Successful organizations go beyond just establishing a mission, vision, and core values — they build and maintain a workplace culture that embodies these principles.
Company culture exists whether an organization is intentional about it or not. Through everyday interactions, processes, and procedures, cultural norms take root. HR leaders play a role in ensuring the organization’s behavior synergizes with the culture vision.
Catherine Mattice, founder and CEO of Civility Partners in San Diego, will present ways to establish an organizationally aligned workplace culture on March 25 at SHRM Talent 2025. The session is open to registered in-person attendees in Nashville as well as registered remote attendees.
Mattice briefly discussed her upcoming session with SHRM.
SHRM: What are the various forces that make up workplace culture?
Mattice: Workplace culture is made up of three forces: the behavior of each individual at all levels, the behavior of the organization, and the behavior of the leadership team.
Individual behavior is about how people act on a daily basis.
Organizational behavior is about processes, systems, and accountability measures, such as the performance management system, recruiting process, compensation procedures, and rewards.
Leadership team behavior is about the top group in leadership and their willingness to provide resources towards the culture and hold people accountable to the right behaviors, as well as their communication and transparency with the workforce.
When all three of these things are aligned, or in synergy, the organization has an engaged and productive workforce that has a positive impact on the bottom line. When they’re out of synergy, the organization sees a toxic workplace due to mixed messaging and ambiguous information from the organization.
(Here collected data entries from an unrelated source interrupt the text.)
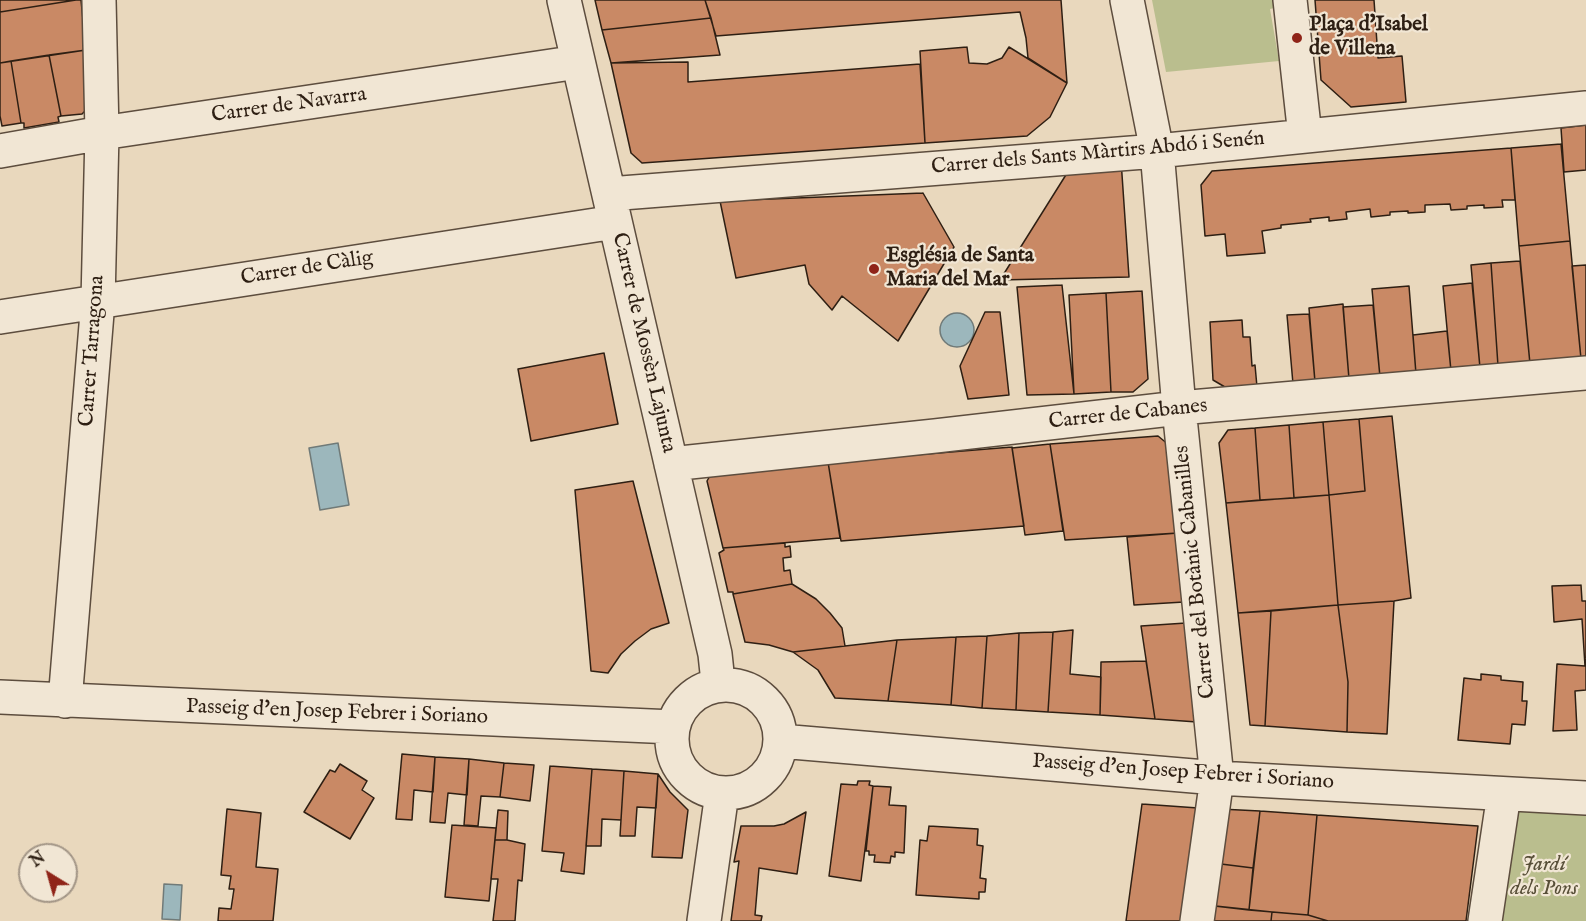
<!DOCTYPE html>
<meta charset="utf-8">
<style>
body{margin:0}
#map{position:relative;width:1586px;height:921px;overflow:hidden;background:#e9d8bd;font-family:"IM FELL English",serif}
canvas{display:block}
.north{position:absolute;left:18px;top:843px;width:60px;height:60px;box-sizing:border-box;background:#f1e6d4;border:2px solid #a39687;border-radius:50%;rotate:323deg;font-size:16px;font-weight:700;line-height:24px;text-align:center;color:#2e1f13}
.north::after{content:'';display:block;margin:auto;width:21px;height:27px;background:#8f2418;clip-path:polygon(50% 0,100% 100%,50% 72%,0 100%)}
</style>
<div id="map">
<canvas width="1586" height="921"></canvas>
<div class="north">N</div>
</div>
<script>
const context = document.querySelector('canvas').getContext('2d');
context.lineJoin = 'round';
function fillPath(path, color) { context.fillStyle = color; context.fill(path, 'evenodd'); }
const shape = rows => new Path2D(rows.map(r => 'M' + r).join(''));
function stroke(path, color, width, dash) { context.strokeStyle = color; context.lineWidth = width; context.lineCap = dash ? 'butt' : 'round'; context.setLineDash(dash || []); context.stroke(path); }
function write(font, color, halo, rows, align = 'center') {
  context.font = font + ' "IM FELL English",serif'; context.lineWidth = 4.5; context.setLineDash([]); context.textBaseline = 'middle'; context.strokeStyle = halo; context.fillStyle = color; for (const [text, x, y, turn = 0] of rows) {
    context.save(); context.translate(x, y); context.rotate((+turn || 0) * Math.PI / 180); context.textAlign = isNaN(turn) ? turn : align; if (halo) context.strokeText(text, 0, 0); context.fillText(text, 0, 0); context.restore();
  }
}
const green = shape([
 [1152,0,1278,0,1279,7,1270,9,1279,61,1166,72],
 [1511,803,1586,808,1586,921,1496,921]
]);
const water = shape([
 '940 330a17 17 0 1 1 34 0a17 17 0 1 1-34 0Z',
 [338,443,349,505,320,510,309,448,338,443],
 [164,884,182,885,180,920,162,919,164,884]
]);
const building = shape([
 [0,0,76,0,0,12,0,0],
 [76,0,81,0,86,50,0,63,0,12,76,0],
 [595,0,705,0,711,18,602,30,595,0],
 [705,0,1061,0,1067,83,1028,58,1026,38,1020,12,716,36,705,0],
 [1315,0,1374,0,1378,58,1402,56,1406,102,1351,107,1321,80,1315,0],
 [711,18,720,55,611,63,602,30,711,18],
 [967,47,969,63,987,64,1002,58,1009,47,1067,83,1050,117,1027,136,925,143,920,51,967,47],
 [86,50,90,106,82,114,61,116,49,55,86,50],
 [49,55,61,116,58,117,59,122,24,128,24,123,21,123,11,61,49,55],
 [11,61,21,123,2,126,0,116,0,63,11,61],
 [688,62,688,82,920,64,925,143,642,163,631,153,611,63,688,62],
 [1586,125,1586,170,1564,172,1561,128,1586,125],
 [1561,144,1570,241,1519,246,1511,148,1561,144],
 [1511,148,1515,200,1502,200,1503,207,1484,208,1484,205,1467,206,1467,209,1451,210,1450,204,1425,205,1425,212,1408,213,1408,211,1390,212,1390,215,1371,217,1370,209,1346,212,1347,219,1329,221,1329,217,1310,219,1311,222,1281,225,1281,228,1262,231,1265,253,1227,256,1225,234,1205,236,1201,185,1212,171,1511,148],
 [1121,160,1129,277,1000,280,1074,162,1121,160],
 [923,193,954,247,898,341,842,296,832,310,809,284,805,265,736,278,720,201,923,193],
 [1570,241,1581,359,1530,364,1519,246,1570,241],
 [1520,261,1530,364,1498,366,1491,263,1520,261],
 [1491,263,1498,366,1480,368,1471,265,1491,263],
 [1586,265,1586,359,1581,359,1572,266,1586,265],
 [1472,283,1480,368,1451,371,1443,286,1472,283],
 [1062,285,1074,394,1027,395,1017,287,1062,285],
 [1409,286,1416,374,1380,377,1372,289,1409,286],
 [1142,291,1148,379,1133,392,1111,392,1106,293,1142,291],
 [1106,293,1111,392,1074,394,1069,295,1106,293],
 [1343,304,1349,379,1315,382,1309,308,1343,304],
 [1373,305,1380,377,1349,379,1343,307,1373,305],
 [985,312,1000,312,1009,395,968,399,960,366,985,312],
 [1309,314,1315,382,1293,384,1287,315,1309,314],
 [1242,320,1243,337,1250,337,1252,366,1255,365,1257,387,1230,390,1213,380,1210,322,1242,320],
 [1447,331,1451,371,1416,374,1413,335,1447,331],
 [604,353,618,424,531,441,518,369,604,353],
 [1392,416,1411,598,1394,601,1338,605,1329,495,1365,491,1359,419,1392,416],
 [1359,419,1365,491,1329,495,1323,422,1359,419],
 [1323,422,1329,495,1294,498,1289,425,1323,422],
 [1289,425,1294,498,1260,500,1255,428,1289,425],
 [1255,428,1260,500,1226,503,1219,443,1228,430,1255,428],
 [1158,436,1169,445,1178,533,1065,540,1050,444,1158,436],
 [1050,444,1063,531,1025,535,1012,448,1050,444],
 [1012,447,1024,526,841,541,828,462,1012,447],
 [828,462,840,538,723,548,707,481,711,474,828,462],
 [633,481,669,623,651,629,635,641,621,654,608,673,591,671,575,490,633,481],
 [1329,495,1338,605,1238,613,1226,503,1329,495],
 [1178,533,1184,602,1134,605,1127,537,1178,533],
 [785,543,785,547,790,546,791,557,783,558,784,571,790,570,792,584,733,594,733,592,728,592,719,553,724,550,723,548,785,543],
 [792,584,816,599,830,613,842,628,845,646,793,652,769,645,745,642,733,594,792,584],
 [1581,585,1582,601,1586,601,1586,690,1575,691,1577,730,1553,731,1557,664,1585,666,1582,619,1554,622,1552,586,1581,585],
 [1394,601,1387,734,1347,732,1348,682,1338,605,1394,601],
 [1338,605,1348,682,1347,732,1265,726,1271,611,1338,605],
 [1271,611,1265,726,1250,725,1238,613,1271,611],
 [1186,623,1197,722,1155,719,1141,626,1186,623],
 [1073,630,1070,674,1101,677,1100,715,1048,712,1053,632,1073,630],
 [1053,632,1048,712,1016,710,1019,633,1053,632],
 [1019,633,1016,710,982,708,987,636,1019,633],
 [987,636,982,708,951,705,956,637,987,636],
 [956,637,951,705,888,701,897,640,956,637],
 [897,640,888,701,835,698,818,670,793,652,897,640],
 [1146,661,1155,719,1100,715,1101,662,1146,661],
 [1481,674,1501,676,1501,680,1523,682,1522,701,1527,701,1525,725,1512,724,1510,744,1458,740,1464,678,1481,680,1481,674],
 [402,754,435,757,433,792,414,790,412,820,396,819,402,754],
 [435,757,469,759,467,795,448,793,445,823,430,822,435,757],
 [469,759,504,763,500,797,481,796,478,826,464,825,469,759],
 [504,763,534,765,530,801,500,797,504,763],
 [340,764,367,781,362,790,374,798,350,839,304,812,330,770,335,772,340,764],
 [550,766,592,769,584,874,561,871,564,853,542,851,550,766],
 [592,769,624,771,621,820,602,819,601,846,586,846,592,769],
 [624,771,658,774,656,808,637,807,635,836,620,836,624,771],
 [658,774,670,792,688,810,682,858,652,857,658,774],
 [858,781,870,781,869,785,873,786,861,881,829,876,841,784,857,785,858,781],
 [873,786,891,787,889,805,906,806,904,853,895,852,895,857,891,856,890,863,874,862,875,855,869,855,869,851,866,851,873,786],
 [1142,804,1198,808,1184,921,1126,921,1142,804],
 [227,809,261,813,256,867,278,869,273,921,218,921,219,908,231,909,234,889,229,889,231,876,221,875,227,809],
 [1220,809,1260,811,1253,868,1213,863,1220,809],
 [498,810,508,811,507,840,495,840,498,810],
 [1260,811,1317,815,1308,915,1249,910,1260,811],
 [806,812,797,874,759,868,755,915,762,916,761,921,731,921,739,861,734,862,741,826,774,826,784,824,806,812],
 [1317,815,1478,826,1466,921,1328,921,1308,915,1317,815],
 [452,825,496,828,489,901,445,897,452,825],
 [929,826,978,829,977,845,983,846,980,878,986,879,985,892,979,892,979,899,916,895,920,840,927,841,929,826],
 [495,840,507,840,525,844,522,881,518,880,515,921,493,921,498,879,491,879,495,840],
 [1213,863,1253,868,1249,910,1206,905,1213,863],
 [1206,905,1272,912,1271,921,1204,921,1206,905],
 [1272,912,1308,915,1328,921,1271,921,1272,912]
]);
const minor = shape([
 [564,0,715,654,718,682,715,686],
 [1127,0,1157,151,1179,408,1217,778,1197,921],
 [1290,0,1305,136],
 [0,151,102,133,578,62],
 [609,194,1157,151,1586,108],
 [0,317,615,222],
 [671,464,935,436,1179,408,1586,373],
 '672 739a54 54 0 1 1 108 0a54 54 0 1 1-108 0Z',
 [0,697,673,727],
 [65,701,98,301,102,133,99,0],
 [780,741,1217,778,1586,798],
 [704,921,722,793],
 [1485,921,1504,794]
]);
const markers = [
 [1297,38,6,"#8f2418"],
 [874,269,6,"#8f2418"]
];
const poiNames = [
 ["Plaça d'Isabel",1309,26],
 ["de Villena",1309,50],
 ["Església de Santa",886,257],
 ["Maria del Mar",886,281]
];
const streetNames = [
 ["Carrer de Navarra",289,106,-8],
 ["Carrer dels Sants Màrtirs Abdó i Senén",1098,154,-5],
 ["Carrer de Càlig",307,269,-9],
 ["Carrer de Mossèn Lajunta",643,343,77],
 ["Carrer Tarragona",93,351,-86],
 ["Carrer de Cabanes",1128,415,-6],
 ["Carrer del Botànic Cabanilles",1196,572,-96],
 ["Passeig d'en Josep Febrer i Soriano",337,713,2],
 ["Passeig d'en Josep Febrer i Soriano",1183,773,4]
];
const parkNames = [
 ["Jardí",1544,866],
 ["dels Pons",1544,890]
];
fillPath(green, '#babe8e');
fillPath(water, '#9cb7bc');
stroke(water, '#707a78', 1.5);
fillPath(building, '#c98965');
stroke(building, '#2e1f13', 1.5);
stroke(minor, '#5d4d3e', 36);
stroke(minor, '#f1e6d4', 33);
for (const [x, y, r, color] of markers) { const dot = new Path2D(); dot.arc(x, y, r, 0, 2 * Math.PI); context.fillStyle = color; context.fill(dot); stroke(dot, '#f1e6d4', 2); }
write('bold 21px', '#2e1f13', '#f1e6d4', poiNames, 'left');
write('21px', '#2e1f13', '#f1e6d4', streetNames);
write('italic 21px', '#584f38', '#f1e6d4', parkNames);
</script>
SHRM Members-Only Content: How to Build a Strong Organizational CultureSHRM: What is one top strategy for aligning an organization’s behavior with its culture vision?
Mattice: An easy-to-do action item is to pick a concept or initiative and review it based on these three forces.
If you’re focused on creating a culture of innovation, for example, then you must consider:
- How you are both influencing and hindering innovation. Facilitating innovation would include training programs around problem-solving, collaboration, psychological safety, and using the available tech tools to be innovative. Hindering innovation would be allowing toxic behavior that harms the ability for people to learn and share their ideas.
- How the organization’s behavior is influencing and hindering innovation. Look at all of your HR processes and determine where they stand. For example, does your performance management system measure people on their ability to be innovative and their ability to create safe spaces for everyone else to be innovative? Do you reward people for these skills, and do you also reward and promote people who don’t have these skills? If it’s the latter, you’re hindering innovation. Also consider auditing risk factors that can harm innovation, such as bureaucracy, a homogenous workforce, or isolated workspaces.
- Whether the leadership team is putting resources towards innovation. If you’re not able to offer the right programs to influence individuals or to hold people accountable to the behavior you seek, then you won’t reach a culture of innovation.
SHRM: What can attendees expect to take away from your session?
Mattice: I am going to walk attendees through these three forces of culture, what they mean, and how to take action on all three forces. We’ll look at case studies with misalignment and discuss how to create alignment. Attendees will walk away with a list of actions they can implement right away to turn around a toxic culture, build on the culture they seek to create, or sustain a great culture they already have in place.